Hormis pour le vin, le lait et les œufs, la baisse des prix affecte l’ensemble des produits agricoles. Pour les grandes cultures, la hausse des récoltes dans l’hémisphère Nord continue d’entraîner les cours à la baisse. Les prix des principales productions animales souffrent de l’atonie de la demande extérieure. Le prix de l’ensemble des vins se maintient à des niveaux élevés, mais sa hausse s’atténue sous l’effet de la forte augmentation des volumes produits en 2014. Le mouvement de repli du prix d’achat des moyens de production agricole se prolonge en raison de la chute des prix des carburants.

Sur les 9 premiers mois de l’année, l’excédent des échanges agroalimentaires se replie de 1,8 milliard d’euros sur un an. La dégradation du solde sur les produits bruts provient à la fois du fléchissement du prix des céréales et des volumes vendus.
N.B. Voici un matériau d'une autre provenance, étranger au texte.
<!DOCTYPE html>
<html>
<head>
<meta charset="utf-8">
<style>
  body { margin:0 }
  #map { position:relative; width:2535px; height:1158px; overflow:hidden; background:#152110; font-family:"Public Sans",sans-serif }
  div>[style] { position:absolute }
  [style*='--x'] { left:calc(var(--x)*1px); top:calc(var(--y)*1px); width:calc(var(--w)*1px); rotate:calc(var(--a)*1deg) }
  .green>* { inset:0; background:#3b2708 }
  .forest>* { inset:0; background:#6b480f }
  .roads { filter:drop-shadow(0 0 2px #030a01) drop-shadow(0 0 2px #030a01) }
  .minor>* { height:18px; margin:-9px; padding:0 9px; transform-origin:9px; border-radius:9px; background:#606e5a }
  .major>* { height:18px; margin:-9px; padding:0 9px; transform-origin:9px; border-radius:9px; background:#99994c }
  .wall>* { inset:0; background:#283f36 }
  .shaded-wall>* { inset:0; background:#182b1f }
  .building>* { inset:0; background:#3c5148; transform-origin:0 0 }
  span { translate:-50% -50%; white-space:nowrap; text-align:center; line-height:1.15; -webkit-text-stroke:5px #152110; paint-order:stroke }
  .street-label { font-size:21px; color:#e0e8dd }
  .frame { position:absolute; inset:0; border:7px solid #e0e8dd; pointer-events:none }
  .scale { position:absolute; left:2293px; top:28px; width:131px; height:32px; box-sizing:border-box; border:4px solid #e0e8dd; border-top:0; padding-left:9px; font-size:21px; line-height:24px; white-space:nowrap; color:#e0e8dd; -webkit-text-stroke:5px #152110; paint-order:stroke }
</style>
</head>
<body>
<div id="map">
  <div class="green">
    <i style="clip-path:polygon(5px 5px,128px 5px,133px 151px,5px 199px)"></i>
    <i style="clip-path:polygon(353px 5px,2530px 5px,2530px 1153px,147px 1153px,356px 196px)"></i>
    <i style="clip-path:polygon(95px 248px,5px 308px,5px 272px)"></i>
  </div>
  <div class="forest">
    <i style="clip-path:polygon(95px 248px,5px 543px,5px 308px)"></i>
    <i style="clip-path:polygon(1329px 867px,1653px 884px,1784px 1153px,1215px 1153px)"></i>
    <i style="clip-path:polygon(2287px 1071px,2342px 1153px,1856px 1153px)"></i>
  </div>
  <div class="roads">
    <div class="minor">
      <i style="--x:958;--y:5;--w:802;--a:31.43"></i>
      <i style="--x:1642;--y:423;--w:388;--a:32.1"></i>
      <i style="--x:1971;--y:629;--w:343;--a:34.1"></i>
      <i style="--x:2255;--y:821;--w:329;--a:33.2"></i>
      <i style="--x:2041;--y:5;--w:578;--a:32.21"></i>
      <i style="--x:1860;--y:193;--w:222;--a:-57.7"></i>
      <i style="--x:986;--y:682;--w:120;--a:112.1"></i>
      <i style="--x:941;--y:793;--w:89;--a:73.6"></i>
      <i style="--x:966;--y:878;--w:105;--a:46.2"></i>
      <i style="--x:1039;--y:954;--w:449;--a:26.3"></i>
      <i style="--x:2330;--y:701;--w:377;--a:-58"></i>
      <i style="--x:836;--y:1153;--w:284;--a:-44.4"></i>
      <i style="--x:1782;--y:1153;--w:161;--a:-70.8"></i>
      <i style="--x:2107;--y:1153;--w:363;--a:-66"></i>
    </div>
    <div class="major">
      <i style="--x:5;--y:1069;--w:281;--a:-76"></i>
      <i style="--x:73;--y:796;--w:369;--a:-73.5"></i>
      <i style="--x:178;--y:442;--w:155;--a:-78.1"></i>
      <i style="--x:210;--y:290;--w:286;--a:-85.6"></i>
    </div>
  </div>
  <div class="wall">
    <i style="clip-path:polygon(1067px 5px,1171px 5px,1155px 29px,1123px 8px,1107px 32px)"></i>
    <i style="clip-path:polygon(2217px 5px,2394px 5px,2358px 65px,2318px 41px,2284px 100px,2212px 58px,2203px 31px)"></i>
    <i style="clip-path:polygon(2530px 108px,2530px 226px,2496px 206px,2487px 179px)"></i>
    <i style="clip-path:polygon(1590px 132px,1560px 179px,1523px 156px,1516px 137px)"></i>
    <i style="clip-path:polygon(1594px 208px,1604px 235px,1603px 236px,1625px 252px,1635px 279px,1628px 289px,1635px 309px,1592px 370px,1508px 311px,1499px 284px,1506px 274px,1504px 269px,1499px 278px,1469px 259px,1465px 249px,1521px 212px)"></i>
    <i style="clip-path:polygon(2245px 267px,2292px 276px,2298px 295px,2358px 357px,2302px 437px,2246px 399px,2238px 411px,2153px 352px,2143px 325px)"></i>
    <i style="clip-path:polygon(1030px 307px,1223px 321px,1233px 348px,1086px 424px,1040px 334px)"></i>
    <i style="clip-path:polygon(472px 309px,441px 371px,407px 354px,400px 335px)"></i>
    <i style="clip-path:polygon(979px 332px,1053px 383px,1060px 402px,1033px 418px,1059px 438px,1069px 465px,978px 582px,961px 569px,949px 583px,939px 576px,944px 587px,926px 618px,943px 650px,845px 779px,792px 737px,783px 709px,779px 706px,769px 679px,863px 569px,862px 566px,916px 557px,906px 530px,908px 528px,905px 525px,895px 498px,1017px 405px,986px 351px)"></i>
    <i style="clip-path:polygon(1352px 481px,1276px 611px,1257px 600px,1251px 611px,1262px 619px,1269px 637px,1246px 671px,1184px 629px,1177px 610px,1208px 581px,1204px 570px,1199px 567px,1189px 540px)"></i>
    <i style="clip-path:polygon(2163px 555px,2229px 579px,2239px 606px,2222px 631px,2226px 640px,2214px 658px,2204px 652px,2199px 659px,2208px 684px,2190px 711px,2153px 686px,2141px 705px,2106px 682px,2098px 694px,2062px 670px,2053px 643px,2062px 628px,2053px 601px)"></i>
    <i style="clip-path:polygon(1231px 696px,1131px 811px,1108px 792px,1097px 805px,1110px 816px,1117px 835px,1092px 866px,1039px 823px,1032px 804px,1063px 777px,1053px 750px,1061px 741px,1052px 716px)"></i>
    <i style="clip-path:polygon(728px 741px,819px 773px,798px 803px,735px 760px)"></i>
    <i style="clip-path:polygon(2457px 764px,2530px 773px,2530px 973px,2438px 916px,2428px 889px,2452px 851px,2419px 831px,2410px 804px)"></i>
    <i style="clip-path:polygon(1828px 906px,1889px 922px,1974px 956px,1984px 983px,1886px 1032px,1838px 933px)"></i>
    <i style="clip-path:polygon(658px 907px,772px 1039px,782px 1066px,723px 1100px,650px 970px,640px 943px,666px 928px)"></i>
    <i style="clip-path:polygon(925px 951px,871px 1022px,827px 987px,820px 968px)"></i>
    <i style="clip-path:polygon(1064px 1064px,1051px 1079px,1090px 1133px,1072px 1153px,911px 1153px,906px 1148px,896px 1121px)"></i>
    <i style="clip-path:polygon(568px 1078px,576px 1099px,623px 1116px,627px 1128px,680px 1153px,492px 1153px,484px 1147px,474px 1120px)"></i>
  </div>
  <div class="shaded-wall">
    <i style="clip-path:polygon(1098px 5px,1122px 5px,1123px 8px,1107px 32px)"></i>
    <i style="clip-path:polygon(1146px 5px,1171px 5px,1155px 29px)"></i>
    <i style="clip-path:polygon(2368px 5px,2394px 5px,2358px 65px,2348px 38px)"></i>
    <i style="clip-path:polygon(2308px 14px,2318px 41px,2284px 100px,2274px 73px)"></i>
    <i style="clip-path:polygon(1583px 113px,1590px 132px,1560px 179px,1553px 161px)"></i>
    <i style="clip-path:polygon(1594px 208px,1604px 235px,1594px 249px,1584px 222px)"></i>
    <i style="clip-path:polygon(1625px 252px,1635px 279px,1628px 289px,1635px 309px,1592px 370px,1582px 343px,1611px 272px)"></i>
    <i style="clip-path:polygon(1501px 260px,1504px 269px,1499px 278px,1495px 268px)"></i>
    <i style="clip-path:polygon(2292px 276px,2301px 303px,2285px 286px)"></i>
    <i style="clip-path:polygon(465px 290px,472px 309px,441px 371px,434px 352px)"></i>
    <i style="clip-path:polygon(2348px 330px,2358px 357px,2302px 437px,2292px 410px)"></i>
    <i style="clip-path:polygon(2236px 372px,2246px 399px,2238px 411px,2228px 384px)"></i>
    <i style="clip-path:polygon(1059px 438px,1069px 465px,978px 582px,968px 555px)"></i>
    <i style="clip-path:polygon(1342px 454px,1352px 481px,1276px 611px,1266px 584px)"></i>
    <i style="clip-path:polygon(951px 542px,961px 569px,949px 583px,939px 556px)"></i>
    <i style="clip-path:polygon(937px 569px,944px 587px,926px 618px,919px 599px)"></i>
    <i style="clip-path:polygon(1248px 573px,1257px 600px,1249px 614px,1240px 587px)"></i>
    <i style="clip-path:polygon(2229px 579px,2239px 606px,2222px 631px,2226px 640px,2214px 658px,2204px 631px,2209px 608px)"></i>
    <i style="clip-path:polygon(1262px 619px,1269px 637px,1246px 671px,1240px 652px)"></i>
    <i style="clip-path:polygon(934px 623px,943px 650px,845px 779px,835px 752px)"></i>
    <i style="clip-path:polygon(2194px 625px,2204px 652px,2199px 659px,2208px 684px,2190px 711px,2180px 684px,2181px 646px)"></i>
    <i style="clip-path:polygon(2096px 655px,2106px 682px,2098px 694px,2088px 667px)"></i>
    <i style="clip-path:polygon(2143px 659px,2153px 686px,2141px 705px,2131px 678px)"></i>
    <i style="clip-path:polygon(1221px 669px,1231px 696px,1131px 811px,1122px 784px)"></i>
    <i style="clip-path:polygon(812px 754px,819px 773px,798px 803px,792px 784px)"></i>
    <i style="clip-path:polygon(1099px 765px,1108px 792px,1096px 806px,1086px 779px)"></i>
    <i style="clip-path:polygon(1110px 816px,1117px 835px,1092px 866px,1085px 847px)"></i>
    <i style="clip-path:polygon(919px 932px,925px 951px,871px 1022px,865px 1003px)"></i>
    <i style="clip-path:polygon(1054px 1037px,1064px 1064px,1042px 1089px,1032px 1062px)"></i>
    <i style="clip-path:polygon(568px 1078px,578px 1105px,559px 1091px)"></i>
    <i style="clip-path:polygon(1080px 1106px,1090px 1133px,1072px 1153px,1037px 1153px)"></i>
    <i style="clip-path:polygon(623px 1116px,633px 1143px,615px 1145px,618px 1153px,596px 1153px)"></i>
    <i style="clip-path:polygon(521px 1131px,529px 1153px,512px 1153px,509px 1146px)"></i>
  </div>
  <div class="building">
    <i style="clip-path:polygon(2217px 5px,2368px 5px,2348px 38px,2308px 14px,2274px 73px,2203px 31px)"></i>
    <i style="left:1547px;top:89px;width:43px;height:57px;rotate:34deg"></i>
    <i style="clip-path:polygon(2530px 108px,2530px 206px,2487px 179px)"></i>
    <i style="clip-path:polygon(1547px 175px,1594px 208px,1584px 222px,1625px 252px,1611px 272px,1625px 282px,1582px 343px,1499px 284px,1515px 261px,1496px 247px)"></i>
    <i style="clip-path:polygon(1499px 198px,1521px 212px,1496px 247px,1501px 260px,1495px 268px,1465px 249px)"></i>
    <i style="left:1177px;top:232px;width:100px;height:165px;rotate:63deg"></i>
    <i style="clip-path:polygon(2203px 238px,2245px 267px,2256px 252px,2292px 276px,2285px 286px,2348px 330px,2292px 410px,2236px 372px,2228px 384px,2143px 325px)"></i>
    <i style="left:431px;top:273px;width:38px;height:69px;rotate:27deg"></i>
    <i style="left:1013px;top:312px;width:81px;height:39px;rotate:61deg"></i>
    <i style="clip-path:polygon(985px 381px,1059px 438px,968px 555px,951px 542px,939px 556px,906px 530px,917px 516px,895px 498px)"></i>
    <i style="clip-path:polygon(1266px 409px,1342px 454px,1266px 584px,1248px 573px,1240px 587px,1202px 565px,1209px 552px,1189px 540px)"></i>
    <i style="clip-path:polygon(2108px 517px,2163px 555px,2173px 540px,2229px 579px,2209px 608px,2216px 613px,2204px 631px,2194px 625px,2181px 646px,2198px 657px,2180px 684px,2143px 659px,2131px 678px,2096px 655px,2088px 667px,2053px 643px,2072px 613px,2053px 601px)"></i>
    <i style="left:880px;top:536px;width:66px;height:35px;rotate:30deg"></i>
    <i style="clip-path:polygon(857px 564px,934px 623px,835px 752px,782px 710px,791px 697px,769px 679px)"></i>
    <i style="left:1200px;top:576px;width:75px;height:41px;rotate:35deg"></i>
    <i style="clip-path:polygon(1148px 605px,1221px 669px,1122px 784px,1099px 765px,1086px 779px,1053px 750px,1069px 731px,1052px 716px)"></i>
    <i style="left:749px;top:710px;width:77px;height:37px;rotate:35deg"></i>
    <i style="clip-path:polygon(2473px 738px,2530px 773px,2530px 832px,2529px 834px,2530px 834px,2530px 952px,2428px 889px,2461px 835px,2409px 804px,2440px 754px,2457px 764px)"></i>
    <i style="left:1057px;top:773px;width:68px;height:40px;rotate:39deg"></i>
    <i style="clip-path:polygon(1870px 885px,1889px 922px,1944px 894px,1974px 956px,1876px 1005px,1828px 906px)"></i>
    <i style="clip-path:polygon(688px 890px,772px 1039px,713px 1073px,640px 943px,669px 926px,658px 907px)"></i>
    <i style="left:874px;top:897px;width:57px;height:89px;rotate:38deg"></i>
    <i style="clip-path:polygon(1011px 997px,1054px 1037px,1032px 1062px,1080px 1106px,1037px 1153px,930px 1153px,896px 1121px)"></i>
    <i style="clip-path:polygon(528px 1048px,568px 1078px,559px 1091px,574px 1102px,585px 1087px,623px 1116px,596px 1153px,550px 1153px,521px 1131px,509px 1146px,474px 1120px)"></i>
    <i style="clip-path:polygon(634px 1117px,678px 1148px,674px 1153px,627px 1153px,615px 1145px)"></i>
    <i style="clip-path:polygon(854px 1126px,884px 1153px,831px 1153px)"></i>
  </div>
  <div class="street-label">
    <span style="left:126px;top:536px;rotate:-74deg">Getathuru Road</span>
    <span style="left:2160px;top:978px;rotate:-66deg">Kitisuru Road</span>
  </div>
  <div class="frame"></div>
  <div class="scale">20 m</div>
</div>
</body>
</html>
Le recul du solde sur les produits transformés s’explique par la baisse des exportations de vins, notamment à destination de l’Asie.

L’emploi agricole progresse à nouveau au 1er trimestre 2014  

Le nombre d’heures travaillées augmente de +3,3 % sur un an. Le dynamisme de secteur de la « Production », et dans une moindre mesure des « Autres activités », explique cette hausse. Ces évolutions s’accompagnent, au cours de la période, d’un transfert de l’emploi en CDI vers l’emploi en CDD. Soutenu par l’augmentation du volume de travail, la masse salariale s’accroit sensiblement en début d’année 2014 (+2,9 %).